Without divulging details of the contract between the team and his star driver, Horner did explain that Max Verstappen still believes in the team and is committed to the project.

‘We don’t want to go into the details of a driver’s contract; that’s private and confidential between the driver and the team.

‘What I can tell you is that Max is totally committed to the team; he’s in the same situation as us that we don’t want to go soapbox racing in the future, we need an engine, we need a competitive engine.

‘He needs a competitive engine to achieve the success that we believe he’s capable of and he believes very much in this team still, that the team can achieve that success.

‘We’re in the same boat and, as I say, that boat needs a competitive engine.’

Honda Decision Has No Bearing On Yuki Tsunoda’s Future

Alpha Tauri’s Franz Tost confirmed that Honda’s decision will not negatively impact the prospects of Yuki Tsunoda, who is still set to take part in the teams young driver test day.

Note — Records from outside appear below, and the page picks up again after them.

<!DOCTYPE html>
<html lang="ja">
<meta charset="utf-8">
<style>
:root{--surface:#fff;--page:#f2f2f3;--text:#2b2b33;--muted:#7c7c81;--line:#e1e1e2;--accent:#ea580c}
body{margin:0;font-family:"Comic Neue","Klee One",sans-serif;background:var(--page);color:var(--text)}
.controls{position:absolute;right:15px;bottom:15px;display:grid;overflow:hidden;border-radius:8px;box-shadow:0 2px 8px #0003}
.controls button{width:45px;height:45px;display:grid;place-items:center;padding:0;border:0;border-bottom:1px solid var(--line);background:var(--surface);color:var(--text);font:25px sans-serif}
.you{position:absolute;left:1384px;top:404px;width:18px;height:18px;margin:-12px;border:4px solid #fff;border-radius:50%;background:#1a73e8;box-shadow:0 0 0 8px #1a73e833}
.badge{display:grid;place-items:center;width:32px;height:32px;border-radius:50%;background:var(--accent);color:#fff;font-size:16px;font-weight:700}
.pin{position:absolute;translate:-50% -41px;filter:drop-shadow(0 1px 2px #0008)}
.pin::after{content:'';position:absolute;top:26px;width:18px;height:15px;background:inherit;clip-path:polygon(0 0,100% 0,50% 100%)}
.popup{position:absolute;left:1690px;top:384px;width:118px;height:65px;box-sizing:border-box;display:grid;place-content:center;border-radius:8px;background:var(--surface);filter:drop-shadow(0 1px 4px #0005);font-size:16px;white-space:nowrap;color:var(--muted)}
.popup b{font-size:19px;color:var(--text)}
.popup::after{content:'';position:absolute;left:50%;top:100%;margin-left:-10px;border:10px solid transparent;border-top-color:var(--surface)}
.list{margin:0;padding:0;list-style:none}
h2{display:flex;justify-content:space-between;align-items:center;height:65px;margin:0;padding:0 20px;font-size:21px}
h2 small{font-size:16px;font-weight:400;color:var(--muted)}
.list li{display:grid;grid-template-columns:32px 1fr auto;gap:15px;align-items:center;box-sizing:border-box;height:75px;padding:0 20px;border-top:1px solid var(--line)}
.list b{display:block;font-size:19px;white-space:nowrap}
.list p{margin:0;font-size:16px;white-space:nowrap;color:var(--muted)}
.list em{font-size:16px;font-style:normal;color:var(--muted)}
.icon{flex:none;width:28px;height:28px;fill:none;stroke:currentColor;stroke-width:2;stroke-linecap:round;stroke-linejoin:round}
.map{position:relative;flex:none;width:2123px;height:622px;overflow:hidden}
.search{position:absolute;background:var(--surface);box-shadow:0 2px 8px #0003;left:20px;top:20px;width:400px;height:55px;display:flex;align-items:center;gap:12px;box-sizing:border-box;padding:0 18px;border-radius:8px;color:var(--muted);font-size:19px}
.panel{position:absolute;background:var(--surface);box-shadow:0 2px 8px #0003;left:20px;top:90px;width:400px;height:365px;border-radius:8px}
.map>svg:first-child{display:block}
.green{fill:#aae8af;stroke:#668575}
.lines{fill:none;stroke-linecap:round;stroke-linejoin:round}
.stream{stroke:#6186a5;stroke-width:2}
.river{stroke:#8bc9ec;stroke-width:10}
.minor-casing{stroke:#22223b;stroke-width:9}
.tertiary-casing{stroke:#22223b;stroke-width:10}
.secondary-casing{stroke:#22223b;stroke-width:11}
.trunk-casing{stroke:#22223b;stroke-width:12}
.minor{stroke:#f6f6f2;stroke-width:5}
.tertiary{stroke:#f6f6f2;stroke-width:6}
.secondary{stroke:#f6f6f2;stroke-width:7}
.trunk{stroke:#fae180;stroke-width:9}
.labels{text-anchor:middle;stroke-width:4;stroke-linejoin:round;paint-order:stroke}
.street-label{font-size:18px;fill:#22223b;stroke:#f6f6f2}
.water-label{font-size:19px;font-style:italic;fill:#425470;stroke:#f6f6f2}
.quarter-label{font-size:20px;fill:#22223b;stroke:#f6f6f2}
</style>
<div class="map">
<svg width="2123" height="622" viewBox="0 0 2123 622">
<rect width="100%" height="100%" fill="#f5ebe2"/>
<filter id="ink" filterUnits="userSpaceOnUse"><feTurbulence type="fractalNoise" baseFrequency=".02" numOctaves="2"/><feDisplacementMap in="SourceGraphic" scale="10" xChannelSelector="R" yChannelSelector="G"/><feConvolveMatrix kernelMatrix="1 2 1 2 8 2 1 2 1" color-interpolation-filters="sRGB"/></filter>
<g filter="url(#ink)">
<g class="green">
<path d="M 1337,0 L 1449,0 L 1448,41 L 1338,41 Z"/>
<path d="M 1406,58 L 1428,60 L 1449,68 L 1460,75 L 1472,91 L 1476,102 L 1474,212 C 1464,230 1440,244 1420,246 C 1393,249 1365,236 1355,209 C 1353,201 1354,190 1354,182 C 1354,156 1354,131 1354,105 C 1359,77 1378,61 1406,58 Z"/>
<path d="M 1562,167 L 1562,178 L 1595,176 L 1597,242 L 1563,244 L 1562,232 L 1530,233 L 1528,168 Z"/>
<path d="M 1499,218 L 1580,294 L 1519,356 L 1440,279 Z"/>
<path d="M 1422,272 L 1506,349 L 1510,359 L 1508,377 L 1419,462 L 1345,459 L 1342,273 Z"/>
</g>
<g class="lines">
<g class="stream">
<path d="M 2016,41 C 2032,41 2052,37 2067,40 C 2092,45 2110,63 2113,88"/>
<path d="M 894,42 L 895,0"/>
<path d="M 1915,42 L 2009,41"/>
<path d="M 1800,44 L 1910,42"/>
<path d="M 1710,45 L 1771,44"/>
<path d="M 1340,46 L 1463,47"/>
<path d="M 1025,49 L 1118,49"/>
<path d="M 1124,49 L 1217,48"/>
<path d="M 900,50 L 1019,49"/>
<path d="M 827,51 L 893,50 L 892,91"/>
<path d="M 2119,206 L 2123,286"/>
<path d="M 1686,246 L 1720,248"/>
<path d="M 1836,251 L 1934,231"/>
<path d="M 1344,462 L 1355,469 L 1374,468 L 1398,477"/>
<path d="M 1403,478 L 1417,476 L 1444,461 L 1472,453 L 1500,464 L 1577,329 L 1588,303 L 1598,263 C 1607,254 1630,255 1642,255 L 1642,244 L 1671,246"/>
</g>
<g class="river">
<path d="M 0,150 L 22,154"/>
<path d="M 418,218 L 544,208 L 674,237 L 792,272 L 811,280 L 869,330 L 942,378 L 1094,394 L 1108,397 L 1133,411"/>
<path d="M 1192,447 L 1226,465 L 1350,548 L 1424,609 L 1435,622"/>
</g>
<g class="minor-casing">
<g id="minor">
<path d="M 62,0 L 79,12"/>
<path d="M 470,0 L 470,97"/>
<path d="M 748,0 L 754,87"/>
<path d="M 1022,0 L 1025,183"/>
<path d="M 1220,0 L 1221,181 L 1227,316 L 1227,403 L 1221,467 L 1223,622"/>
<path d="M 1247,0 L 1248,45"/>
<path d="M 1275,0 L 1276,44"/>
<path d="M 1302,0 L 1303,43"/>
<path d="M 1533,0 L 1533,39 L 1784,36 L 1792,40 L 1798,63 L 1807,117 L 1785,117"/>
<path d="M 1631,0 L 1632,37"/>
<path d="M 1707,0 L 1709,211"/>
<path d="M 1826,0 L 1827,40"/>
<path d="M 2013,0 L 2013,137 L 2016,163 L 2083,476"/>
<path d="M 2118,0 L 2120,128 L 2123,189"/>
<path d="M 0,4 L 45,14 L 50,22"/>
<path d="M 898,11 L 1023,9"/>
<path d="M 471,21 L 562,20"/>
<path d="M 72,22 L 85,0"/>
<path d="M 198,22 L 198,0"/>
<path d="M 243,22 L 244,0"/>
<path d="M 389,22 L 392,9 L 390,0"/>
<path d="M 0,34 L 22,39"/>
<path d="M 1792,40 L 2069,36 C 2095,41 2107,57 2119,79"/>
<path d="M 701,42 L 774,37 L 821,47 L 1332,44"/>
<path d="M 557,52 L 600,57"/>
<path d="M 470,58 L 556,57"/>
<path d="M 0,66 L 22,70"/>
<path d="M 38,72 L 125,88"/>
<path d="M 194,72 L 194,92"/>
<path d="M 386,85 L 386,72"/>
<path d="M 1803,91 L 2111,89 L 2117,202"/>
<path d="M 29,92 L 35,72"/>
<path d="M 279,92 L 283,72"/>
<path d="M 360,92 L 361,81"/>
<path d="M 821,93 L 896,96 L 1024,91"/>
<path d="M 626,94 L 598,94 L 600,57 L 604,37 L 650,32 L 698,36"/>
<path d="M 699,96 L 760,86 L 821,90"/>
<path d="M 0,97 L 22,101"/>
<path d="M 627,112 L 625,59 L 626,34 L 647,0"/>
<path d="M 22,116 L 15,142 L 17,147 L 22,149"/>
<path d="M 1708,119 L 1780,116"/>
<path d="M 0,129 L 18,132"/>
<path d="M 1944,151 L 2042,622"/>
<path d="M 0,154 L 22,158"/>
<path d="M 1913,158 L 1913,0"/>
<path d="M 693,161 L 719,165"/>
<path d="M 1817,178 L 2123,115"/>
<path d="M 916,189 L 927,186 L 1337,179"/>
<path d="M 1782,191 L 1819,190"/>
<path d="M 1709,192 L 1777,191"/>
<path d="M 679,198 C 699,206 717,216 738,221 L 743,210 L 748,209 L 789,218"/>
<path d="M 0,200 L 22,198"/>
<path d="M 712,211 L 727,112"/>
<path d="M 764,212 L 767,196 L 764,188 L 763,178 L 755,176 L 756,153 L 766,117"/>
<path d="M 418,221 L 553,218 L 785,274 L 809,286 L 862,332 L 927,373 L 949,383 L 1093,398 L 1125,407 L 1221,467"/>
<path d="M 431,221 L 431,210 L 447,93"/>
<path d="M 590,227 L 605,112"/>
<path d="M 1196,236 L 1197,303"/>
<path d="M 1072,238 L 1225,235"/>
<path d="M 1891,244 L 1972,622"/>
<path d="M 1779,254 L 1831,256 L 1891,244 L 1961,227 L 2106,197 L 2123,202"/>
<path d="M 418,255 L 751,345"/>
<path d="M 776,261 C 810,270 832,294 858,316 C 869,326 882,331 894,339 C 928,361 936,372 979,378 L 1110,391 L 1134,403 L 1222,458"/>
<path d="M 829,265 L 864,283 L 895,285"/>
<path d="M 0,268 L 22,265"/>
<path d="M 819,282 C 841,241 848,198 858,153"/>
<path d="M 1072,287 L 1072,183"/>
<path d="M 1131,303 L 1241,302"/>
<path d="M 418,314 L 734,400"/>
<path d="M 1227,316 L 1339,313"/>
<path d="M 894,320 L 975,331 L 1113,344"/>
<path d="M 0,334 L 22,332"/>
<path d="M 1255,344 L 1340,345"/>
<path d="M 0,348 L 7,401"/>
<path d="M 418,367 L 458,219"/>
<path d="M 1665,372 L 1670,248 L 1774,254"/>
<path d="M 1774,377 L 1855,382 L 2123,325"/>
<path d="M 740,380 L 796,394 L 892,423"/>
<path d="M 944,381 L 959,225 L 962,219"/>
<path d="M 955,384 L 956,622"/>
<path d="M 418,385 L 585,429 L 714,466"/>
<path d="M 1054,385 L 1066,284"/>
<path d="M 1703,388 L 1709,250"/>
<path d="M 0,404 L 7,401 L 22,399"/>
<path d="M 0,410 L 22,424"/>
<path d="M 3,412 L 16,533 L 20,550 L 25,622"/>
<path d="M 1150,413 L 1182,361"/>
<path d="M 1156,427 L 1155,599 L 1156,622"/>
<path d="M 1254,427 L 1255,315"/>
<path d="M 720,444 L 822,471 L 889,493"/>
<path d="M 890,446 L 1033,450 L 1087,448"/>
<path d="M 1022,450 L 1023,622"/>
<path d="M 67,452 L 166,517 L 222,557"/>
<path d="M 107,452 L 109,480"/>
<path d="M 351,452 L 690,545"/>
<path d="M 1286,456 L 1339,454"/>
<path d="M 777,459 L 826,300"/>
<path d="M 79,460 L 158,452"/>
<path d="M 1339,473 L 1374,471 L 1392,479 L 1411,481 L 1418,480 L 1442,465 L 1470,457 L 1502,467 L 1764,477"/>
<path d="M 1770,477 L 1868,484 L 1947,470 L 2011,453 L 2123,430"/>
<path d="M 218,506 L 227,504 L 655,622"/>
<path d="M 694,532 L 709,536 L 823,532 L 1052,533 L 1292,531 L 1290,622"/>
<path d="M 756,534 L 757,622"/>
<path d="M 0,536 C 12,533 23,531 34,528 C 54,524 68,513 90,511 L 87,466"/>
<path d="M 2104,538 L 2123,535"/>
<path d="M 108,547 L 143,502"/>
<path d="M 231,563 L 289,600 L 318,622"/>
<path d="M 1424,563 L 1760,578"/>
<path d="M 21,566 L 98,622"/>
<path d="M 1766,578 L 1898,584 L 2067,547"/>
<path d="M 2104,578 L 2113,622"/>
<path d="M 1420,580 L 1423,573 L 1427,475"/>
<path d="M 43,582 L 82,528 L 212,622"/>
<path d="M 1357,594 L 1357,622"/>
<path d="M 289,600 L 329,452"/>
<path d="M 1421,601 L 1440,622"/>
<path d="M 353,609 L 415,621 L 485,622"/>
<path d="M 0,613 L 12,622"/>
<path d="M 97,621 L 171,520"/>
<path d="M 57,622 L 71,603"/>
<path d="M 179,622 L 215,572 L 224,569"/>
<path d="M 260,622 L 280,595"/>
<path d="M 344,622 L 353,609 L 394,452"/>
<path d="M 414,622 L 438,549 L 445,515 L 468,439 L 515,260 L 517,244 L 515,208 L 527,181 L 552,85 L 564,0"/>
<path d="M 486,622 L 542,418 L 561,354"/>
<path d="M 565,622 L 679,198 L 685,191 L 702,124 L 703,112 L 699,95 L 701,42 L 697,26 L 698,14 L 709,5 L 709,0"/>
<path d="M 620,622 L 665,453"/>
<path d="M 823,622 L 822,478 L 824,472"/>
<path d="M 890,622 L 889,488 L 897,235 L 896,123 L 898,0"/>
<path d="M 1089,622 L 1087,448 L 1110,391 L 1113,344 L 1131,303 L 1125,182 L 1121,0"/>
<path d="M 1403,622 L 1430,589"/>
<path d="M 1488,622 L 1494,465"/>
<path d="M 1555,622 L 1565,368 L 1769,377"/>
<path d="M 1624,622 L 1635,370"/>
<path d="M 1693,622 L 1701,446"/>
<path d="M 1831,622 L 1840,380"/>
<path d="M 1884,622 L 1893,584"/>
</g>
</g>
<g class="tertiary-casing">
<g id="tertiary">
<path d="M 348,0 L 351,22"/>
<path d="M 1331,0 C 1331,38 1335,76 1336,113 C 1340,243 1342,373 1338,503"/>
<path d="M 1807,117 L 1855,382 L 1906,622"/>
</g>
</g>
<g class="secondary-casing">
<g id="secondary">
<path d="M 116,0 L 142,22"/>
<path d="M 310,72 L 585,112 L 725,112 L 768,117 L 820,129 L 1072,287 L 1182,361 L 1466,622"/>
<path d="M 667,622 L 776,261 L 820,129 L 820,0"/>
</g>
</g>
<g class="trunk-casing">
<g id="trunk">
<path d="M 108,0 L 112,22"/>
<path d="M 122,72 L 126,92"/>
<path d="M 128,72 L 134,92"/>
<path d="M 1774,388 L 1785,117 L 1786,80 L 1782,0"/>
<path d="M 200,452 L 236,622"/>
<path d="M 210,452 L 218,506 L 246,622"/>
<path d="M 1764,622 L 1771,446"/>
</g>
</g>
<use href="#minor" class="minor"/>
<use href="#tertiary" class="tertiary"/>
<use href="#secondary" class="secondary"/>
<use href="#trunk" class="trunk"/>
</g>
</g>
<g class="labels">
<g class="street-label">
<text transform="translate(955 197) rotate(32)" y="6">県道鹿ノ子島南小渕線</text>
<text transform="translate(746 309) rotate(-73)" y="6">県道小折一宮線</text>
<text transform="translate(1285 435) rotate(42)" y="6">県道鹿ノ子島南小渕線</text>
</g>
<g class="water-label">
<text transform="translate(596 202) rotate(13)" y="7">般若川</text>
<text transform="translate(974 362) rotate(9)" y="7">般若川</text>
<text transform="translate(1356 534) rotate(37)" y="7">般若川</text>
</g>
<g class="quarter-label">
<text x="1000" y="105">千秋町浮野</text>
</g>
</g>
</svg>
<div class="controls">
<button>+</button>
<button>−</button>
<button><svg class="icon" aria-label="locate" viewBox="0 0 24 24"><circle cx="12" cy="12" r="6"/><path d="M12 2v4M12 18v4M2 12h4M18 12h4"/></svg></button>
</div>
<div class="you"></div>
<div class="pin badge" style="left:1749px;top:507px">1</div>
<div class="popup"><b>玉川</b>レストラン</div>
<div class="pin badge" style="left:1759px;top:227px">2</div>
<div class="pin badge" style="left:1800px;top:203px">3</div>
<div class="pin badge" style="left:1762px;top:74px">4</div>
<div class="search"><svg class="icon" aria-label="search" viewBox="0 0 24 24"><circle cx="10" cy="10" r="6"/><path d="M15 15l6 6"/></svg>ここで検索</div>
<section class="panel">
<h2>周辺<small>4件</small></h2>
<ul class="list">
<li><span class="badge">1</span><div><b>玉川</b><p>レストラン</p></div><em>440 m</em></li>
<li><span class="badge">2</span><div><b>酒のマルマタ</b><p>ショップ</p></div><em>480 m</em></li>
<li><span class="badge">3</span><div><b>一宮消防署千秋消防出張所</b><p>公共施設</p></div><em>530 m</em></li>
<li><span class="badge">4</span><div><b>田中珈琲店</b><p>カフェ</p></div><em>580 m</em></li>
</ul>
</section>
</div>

‘Scuderia AlphaTauri currently has two fast drivers with Pierre Gasly and Daniil Kvyat.

‘We will do the young driver test day with Yuki Tsunoda and this has nothing to do with the decision from Honda that they will not continue after ’21.

‘The philosophy at Red Bull is always the performance and if Yuki performs well and he is doing a really good job in Formula 2 – he has won two races this year, at Spa and Silverstone if I remember rightly and in Austria as you remember hopefully, he was leading the race in the wet until a few laps to go and because of radio problems he couldn’t win this race.

‘He is doing a really good job and this is decisive, the performance of the driver and this was always the philosophy and this will always stay like it is and then we will see what Red Bull decides regarding their drivers for 2021,’ said Tost.